Go through the entries and tally the lines containing the word "Gemeinschaftsschule". Only the total is wanted.

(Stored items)
────

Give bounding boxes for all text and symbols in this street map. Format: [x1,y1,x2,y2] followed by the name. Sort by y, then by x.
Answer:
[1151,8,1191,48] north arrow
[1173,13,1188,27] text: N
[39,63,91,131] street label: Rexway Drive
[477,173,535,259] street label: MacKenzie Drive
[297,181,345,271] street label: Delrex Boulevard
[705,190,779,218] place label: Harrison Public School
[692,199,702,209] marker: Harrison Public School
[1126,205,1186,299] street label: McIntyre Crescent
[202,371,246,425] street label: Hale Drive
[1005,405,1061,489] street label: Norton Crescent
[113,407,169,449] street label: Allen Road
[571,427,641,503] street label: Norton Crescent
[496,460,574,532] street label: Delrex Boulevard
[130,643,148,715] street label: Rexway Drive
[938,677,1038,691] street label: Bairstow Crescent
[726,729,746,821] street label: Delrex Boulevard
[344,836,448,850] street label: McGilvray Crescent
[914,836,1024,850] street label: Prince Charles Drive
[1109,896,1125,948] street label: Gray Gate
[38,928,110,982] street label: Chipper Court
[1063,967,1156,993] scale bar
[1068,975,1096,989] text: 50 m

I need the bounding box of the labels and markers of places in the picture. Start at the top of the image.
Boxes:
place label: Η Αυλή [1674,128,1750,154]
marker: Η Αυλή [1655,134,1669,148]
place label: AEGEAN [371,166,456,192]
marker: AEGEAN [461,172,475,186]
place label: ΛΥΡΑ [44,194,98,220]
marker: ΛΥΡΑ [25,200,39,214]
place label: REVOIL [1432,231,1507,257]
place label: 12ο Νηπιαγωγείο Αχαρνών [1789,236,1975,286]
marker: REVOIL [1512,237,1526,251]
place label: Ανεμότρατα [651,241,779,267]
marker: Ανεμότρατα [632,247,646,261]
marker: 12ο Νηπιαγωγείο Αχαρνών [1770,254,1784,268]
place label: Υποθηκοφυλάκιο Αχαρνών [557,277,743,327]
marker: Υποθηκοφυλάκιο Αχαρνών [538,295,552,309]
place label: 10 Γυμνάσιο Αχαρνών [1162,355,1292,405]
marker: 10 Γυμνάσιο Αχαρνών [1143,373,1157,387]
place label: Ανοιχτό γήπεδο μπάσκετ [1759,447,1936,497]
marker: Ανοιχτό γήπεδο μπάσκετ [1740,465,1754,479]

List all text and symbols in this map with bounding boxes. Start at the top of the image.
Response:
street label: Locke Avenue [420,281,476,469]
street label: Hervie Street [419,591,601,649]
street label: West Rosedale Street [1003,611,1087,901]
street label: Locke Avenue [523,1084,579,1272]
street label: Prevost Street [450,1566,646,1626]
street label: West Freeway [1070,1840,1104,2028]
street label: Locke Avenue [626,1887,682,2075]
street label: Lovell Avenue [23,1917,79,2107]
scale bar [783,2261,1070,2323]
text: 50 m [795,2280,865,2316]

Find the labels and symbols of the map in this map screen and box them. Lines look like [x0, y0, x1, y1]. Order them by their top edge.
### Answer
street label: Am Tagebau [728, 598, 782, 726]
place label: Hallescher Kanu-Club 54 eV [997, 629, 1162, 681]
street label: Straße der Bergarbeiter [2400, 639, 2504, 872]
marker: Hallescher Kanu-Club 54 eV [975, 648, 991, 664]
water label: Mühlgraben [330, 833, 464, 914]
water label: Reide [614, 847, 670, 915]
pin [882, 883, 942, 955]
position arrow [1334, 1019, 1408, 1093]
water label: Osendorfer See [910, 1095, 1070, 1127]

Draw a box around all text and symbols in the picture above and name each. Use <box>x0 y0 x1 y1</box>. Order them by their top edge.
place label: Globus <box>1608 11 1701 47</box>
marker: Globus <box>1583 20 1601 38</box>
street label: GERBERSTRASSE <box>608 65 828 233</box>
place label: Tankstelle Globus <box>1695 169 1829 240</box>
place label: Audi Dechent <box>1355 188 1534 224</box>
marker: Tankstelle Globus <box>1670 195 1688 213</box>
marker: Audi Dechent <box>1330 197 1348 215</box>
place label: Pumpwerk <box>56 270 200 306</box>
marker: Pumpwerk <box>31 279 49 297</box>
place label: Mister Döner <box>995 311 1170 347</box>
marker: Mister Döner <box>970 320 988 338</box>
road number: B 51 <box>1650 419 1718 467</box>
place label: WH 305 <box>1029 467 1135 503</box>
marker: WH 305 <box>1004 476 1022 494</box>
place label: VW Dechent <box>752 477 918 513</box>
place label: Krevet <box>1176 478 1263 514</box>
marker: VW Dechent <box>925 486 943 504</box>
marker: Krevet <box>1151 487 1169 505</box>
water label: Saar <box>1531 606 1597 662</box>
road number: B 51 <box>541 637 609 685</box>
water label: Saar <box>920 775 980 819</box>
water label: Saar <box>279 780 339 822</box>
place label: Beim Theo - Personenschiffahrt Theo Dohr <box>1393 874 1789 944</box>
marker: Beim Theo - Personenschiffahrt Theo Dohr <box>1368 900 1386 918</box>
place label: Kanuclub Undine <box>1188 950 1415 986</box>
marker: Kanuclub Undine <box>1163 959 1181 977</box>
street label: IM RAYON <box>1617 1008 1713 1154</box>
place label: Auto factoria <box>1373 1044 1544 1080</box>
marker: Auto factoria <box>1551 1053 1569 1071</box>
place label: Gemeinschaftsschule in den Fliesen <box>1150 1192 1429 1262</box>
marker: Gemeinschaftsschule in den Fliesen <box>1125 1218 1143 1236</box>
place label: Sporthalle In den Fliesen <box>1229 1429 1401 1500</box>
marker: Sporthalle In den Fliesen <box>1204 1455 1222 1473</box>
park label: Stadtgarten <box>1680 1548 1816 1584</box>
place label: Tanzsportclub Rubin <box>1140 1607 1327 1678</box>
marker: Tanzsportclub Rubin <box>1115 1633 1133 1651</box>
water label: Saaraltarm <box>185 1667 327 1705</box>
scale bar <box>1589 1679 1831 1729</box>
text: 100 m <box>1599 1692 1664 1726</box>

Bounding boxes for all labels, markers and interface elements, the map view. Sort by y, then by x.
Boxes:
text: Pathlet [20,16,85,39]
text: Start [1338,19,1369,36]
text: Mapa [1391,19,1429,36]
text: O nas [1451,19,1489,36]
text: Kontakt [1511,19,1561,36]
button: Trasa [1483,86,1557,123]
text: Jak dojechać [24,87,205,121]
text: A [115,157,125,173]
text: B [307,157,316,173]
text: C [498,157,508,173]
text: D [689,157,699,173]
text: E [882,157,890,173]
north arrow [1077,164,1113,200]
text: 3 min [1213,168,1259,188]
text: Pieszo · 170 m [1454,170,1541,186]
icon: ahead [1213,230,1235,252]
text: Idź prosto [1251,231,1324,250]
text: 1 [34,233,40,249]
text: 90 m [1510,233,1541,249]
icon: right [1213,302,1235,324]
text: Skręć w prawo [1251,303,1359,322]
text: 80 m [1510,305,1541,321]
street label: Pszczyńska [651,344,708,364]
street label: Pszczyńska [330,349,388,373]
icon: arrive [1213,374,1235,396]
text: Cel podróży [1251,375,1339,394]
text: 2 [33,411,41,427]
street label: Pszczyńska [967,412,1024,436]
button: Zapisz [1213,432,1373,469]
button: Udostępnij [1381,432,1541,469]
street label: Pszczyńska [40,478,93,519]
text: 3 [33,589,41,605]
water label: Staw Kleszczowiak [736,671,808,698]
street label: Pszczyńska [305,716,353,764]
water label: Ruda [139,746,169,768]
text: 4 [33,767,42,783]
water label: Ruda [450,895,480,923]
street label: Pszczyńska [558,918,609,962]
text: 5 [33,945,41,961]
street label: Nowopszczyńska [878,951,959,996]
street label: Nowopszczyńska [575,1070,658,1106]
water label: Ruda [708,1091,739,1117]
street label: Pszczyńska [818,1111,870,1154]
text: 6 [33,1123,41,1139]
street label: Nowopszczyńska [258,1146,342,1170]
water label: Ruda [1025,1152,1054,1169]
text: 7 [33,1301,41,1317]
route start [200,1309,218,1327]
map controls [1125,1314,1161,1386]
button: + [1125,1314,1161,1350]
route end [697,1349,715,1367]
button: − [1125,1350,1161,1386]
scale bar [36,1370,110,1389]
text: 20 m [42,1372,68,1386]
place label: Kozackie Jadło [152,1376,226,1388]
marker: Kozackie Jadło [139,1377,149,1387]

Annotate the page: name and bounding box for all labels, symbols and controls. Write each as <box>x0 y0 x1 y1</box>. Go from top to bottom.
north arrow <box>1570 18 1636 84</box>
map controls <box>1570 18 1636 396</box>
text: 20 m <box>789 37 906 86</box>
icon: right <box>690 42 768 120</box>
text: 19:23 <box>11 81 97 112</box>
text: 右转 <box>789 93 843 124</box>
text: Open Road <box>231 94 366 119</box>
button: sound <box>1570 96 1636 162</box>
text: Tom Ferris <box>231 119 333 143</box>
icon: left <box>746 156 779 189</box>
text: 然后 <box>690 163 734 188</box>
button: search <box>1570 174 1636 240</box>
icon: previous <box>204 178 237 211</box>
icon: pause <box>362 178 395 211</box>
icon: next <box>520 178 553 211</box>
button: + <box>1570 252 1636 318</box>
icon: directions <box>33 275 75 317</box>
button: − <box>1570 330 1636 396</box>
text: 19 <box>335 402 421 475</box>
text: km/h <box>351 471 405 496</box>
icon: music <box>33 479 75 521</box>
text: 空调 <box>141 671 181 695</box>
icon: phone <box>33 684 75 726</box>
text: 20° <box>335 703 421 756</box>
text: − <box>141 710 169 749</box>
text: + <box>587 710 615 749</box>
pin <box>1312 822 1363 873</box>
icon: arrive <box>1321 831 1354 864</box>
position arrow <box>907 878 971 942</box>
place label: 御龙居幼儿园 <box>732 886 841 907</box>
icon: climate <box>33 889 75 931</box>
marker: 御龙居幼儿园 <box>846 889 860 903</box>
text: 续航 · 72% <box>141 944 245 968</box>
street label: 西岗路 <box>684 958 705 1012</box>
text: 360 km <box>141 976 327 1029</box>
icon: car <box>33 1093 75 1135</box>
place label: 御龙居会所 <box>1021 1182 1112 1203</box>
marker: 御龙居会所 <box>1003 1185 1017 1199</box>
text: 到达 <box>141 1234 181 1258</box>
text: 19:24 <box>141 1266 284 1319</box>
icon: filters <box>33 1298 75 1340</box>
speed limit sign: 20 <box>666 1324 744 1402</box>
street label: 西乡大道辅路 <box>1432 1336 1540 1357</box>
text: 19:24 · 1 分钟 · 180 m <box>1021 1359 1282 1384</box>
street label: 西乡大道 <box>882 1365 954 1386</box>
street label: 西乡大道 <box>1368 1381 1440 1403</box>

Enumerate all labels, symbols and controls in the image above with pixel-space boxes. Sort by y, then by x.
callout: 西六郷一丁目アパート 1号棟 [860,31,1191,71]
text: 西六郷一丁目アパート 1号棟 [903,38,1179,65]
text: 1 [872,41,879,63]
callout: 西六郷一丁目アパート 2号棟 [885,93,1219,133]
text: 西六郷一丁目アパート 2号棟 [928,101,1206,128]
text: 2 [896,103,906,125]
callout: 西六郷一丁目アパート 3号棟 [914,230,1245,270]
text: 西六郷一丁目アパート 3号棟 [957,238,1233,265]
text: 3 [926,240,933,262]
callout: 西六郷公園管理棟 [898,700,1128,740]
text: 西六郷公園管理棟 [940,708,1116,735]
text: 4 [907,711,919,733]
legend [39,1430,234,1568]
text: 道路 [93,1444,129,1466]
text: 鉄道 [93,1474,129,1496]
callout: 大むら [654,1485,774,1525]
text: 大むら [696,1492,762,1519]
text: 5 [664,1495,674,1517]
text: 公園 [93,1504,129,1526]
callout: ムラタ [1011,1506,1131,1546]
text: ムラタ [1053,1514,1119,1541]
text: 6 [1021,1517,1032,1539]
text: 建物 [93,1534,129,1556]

────

REPLY TO THE TASK » 2